My dilemma is as follows: originally I planned to take a lightweight DRZ (160kg incl luggage), but now I’m in 2 minds and need to make a decision between the DRZ and a 600cc Transalp (with stronger than stock suspension, big tank, soft luggage: maybe 220kg including luggage, but no fuel).

Central Asia in July/August should be hot and dry and I’ve been told most of the roads are paved/gravel, as is Altai apparently. So Trannie will be fine.

However, with regard to the following routes, I’m unsure if the Transalp will be too much of a shed to handle. FWIW, trail ride regularly in the UK on my DRZ.

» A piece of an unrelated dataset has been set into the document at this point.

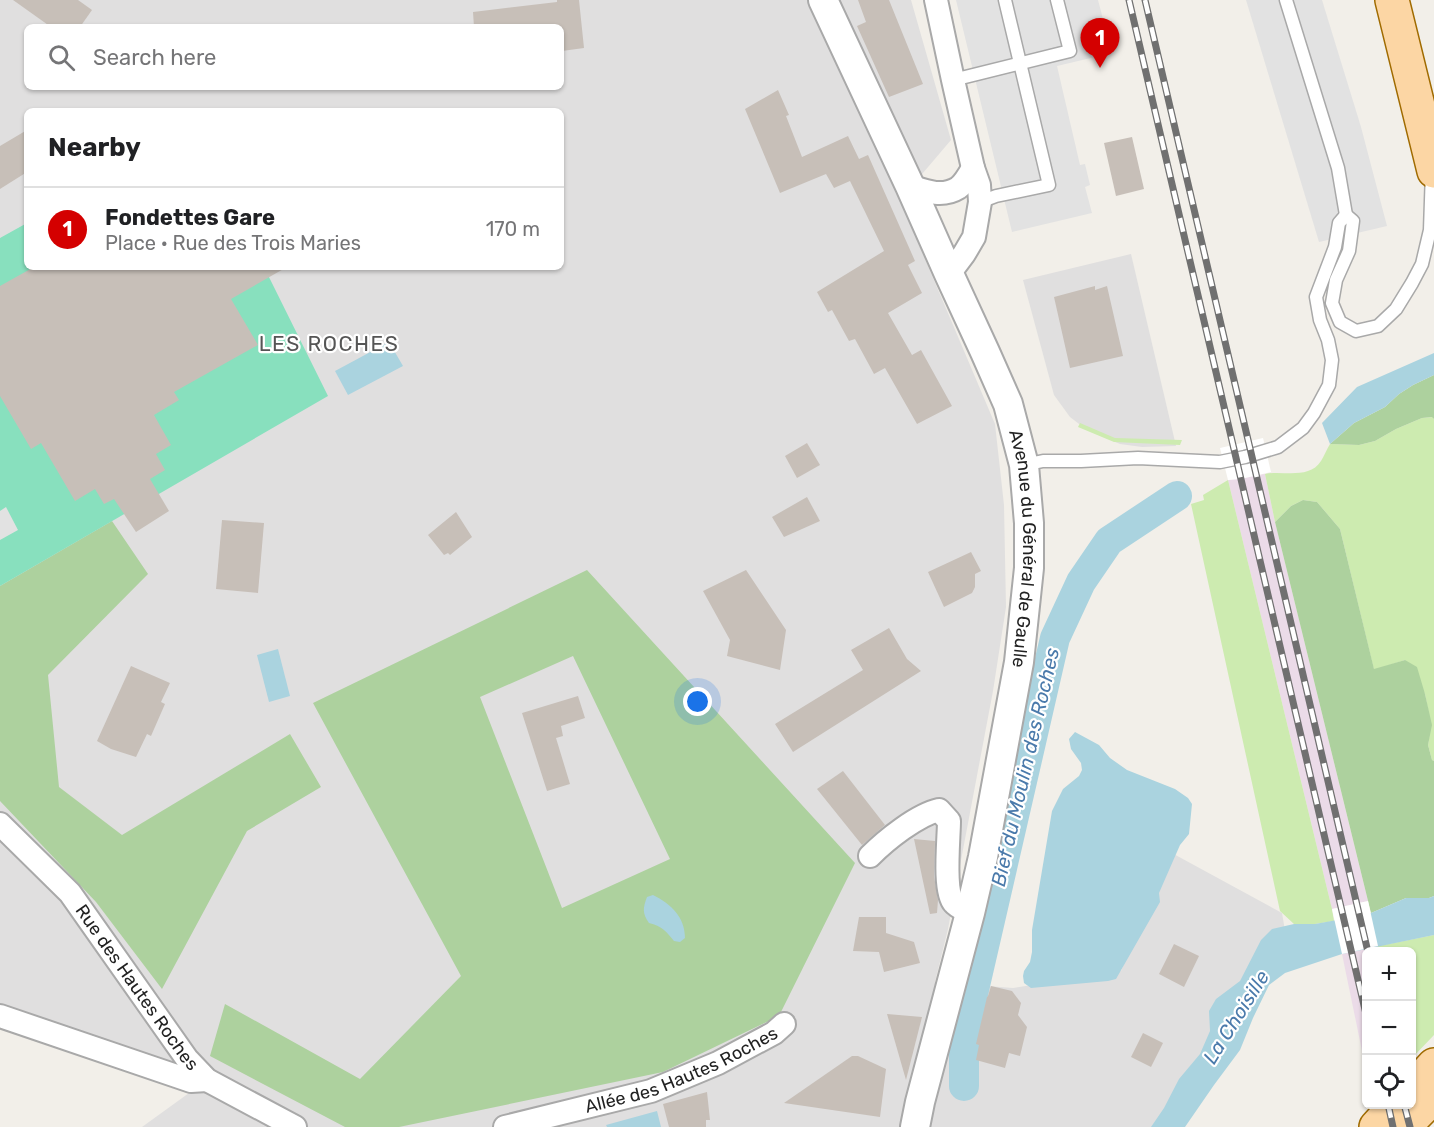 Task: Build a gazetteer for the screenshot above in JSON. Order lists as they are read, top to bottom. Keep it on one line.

Western Mongolia border to Ulan Bataar
It’ll be the wet season: Mates of mine have ridden it on big fat R-GSs with hard boxes and F800GSs. But it was dry...

Vilyuisky Trakt
No idea. But it’ll be the “wet” season, I think.

Western BAM
Stephen/Allchin gives a good description: Assuming the rivers/bridges are passable, how’s the road?

Old Summer Road
The New Federal Road should be passable, whatever rain there’s been. I’m imagining the OSR is a no go in/on whatever vehicle, just because the bridges are down.

The rest: Overall, the highways/ gravel will be a lot easier/less gruelling on the Trannie. But, how hard are the "hard" bits?


With ref to each of these: What do you think? DRZ or Transalp?